1. Evidence of threats were not admissible, as defendant was the sole aggressor, by his own testimony. 29 Ark. 248; 79 Id. 594; 72 Id. 427; 76 Id. 495; 55 Id. 604; 55 Id. 593.

2. There was no testimony upon which to base an instruction as to murder in the second degree. 21 Ark. 69; 23 Id. 730; 29 Id. 17; 52 Id. 120; 77 Id. 234.

3. The judgment should be affirmed, there being no error on the record as a whole. 10 Ark. 9.

OPINION

BATTLE, J.

Joe Thompson was indicted for murder in the first degree, committed by killing Miller Brown, and was convicted of that offense; and he appealed.

The defendant testified in his own behalf. He testified, in effect, that at night, while Miller Brown lay upon his bed, after deliberation and premeditation, he shot and killed him. He did so with the intent to kill because Brown threatened to kill him and wanted his wife. There was no evidence that Brown made any effort to kill him.

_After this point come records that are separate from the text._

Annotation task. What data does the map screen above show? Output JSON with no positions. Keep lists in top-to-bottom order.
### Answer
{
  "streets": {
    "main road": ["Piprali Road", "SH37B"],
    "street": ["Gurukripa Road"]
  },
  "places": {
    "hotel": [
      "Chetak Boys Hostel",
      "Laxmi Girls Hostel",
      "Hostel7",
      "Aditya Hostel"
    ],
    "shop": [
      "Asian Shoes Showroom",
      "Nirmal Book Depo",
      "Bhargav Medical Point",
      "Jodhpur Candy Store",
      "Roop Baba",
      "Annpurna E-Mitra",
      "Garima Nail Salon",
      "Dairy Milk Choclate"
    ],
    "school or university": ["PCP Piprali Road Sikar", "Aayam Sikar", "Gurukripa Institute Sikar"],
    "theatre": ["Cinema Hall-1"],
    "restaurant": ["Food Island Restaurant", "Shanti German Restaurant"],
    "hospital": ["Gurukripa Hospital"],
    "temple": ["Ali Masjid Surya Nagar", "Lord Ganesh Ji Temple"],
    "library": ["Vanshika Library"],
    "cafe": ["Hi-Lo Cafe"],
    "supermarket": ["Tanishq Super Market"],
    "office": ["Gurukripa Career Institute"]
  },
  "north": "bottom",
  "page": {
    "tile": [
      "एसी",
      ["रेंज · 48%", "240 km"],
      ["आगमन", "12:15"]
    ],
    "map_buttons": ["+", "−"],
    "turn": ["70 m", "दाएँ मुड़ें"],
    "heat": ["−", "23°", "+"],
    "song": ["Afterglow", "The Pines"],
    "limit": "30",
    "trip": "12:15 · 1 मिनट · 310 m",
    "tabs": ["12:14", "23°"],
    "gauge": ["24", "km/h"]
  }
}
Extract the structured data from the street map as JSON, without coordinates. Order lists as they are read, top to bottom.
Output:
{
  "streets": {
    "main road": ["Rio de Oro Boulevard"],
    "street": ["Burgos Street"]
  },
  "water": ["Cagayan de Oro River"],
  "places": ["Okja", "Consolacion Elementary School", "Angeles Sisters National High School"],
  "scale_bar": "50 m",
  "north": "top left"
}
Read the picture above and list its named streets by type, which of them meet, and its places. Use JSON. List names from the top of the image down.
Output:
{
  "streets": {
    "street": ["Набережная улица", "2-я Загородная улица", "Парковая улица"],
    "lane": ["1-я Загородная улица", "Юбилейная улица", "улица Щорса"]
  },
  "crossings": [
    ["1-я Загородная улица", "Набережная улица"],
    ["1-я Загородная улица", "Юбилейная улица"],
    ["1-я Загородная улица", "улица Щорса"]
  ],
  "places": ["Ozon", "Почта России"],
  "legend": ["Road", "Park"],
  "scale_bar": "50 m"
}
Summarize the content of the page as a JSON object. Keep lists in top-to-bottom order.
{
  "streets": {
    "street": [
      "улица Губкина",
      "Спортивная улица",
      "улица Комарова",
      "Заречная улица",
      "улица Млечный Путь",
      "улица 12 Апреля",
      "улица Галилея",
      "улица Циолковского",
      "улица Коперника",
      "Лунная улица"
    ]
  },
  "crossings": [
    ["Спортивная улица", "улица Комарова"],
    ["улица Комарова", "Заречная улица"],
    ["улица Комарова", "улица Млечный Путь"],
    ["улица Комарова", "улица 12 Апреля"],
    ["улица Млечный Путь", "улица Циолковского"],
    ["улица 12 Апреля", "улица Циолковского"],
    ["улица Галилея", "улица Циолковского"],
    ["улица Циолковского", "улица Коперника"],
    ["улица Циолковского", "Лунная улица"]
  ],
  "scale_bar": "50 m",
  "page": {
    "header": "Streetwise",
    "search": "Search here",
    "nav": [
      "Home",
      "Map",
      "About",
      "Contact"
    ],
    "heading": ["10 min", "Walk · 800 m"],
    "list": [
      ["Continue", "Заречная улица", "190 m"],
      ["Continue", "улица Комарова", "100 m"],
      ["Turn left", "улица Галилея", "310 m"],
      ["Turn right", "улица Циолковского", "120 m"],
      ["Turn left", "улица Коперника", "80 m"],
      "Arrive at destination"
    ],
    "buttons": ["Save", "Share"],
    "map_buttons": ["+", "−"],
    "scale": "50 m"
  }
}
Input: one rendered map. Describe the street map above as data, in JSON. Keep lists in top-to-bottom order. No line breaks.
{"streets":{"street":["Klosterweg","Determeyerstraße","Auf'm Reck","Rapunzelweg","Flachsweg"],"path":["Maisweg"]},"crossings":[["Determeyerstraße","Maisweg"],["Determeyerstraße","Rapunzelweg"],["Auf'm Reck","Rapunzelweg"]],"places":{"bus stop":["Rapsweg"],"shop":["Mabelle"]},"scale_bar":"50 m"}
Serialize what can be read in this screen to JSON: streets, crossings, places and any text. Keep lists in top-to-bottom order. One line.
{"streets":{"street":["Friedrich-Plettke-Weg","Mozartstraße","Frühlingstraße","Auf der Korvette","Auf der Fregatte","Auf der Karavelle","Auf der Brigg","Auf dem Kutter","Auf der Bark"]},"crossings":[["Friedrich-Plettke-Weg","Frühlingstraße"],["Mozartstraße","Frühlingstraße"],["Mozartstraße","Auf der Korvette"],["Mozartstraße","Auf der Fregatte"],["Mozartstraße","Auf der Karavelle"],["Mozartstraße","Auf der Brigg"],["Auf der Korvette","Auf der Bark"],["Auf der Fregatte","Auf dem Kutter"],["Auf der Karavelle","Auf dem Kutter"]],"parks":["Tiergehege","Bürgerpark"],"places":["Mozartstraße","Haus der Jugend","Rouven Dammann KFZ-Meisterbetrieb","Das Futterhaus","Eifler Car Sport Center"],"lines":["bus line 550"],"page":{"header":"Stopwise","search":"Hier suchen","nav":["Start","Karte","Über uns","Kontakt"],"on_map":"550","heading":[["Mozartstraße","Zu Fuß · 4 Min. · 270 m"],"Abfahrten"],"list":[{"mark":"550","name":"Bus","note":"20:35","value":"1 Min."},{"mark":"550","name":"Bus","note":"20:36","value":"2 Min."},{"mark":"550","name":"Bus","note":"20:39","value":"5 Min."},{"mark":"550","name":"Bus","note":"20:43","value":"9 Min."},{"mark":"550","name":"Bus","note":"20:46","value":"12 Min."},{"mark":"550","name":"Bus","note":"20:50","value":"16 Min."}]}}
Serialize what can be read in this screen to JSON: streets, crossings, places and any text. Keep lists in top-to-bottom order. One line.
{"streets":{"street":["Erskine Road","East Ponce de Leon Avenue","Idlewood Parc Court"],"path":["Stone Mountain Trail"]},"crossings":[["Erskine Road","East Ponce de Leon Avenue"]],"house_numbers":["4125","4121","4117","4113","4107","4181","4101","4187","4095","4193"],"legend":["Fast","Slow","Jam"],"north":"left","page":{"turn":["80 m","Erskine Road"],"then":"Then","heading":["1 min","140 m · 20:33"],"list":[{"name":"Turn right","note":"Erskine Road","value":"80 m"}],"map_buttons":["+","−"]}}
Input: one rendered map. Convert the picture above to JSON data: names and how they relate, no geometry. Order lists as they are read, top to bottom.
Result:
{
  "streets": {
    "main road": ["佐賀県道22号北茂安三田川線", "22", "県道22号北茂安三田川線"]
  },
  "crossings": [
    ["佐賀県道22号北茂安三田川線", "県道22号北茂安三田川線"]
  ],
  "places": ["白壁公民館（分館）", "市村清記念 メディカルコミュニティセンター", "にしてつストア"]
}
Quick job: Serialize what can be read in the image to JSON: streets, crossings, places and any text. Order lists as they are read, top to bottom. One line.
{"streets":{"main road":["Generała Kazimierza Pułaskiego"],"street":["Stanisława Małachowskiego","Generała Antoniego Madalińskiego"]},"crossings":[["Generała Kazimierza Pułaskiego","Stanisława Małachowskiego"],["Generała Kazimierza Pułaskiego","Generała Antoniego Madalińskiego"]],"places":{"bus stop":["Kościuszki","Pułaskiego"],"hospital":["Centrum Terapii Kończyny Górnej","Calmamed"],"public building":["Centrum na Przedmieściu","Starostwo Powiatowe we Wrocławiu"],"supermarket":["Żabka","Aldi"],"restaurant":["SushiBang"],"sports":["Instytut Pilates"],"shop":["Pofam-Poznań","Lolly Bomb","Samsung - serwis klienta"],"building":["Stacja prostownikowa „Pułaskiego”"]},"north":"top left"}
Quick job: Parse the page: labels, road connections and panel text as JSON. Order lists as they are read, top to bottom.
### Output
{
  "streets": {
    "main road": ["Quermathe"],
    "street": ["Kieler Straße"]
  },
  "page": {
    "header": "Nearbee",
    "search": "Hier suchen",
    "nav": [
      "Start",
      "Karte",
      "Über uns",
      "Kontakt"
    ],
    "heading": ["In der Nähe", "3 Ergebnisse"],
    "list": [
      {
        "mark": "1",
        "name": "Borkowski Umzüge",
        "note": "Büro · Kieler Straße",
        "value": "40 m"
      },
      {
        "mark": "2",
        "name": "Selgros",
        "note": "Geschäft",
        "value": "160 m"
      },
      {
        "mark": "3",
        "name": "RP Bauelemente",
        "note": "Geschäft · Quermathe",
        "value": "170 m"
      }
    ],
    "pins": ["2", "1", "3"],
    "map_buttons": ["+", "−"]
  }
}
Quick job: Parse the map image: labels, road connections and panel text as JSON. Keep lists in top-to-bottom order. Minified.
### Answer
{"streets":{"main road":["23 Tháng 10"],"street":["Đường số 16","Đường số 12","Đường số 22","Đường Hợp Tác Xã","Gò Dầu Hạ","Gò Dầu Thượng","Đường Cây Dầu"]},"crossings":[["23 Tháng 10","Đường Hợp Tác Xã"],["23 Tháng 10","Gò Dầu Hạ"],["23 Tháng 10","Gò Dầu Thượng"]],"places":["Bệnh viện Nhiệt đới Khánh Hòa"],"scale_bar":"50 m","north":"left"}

Appellant complains that the court refused to instruct the jury as follows:

"If in a trial for murder it has been proved that threats have been made by deceased against the defendant, and that they have been communicated to the defendant, they may be considered by the jury in making up their verdict to show defendant's motive."

Threats could not have mitigated, extenuated or palliated the conduct of the defendant. They could not have reduced the grade of the offense or reduced the punishment; and the court committed no prejudicial error in refusing it.

The appellant asked and the court refused to instruct the jury as to what is necessary to constitute murder in the second degree. There was no evidence tending to prove that appellant was guilty of a decree of offense lower than murder in the first degree; and the court committed no error in so refusing. Jones v. State, 52 Ark. 345, 12 S.W. 704; Fagg v. State, 50 Ark. 506, 8 S.W. 829; Curtis v. State, 36 Ark. 284.

The evidence was sufficient to sustain the conviction.

Judgment affirmed.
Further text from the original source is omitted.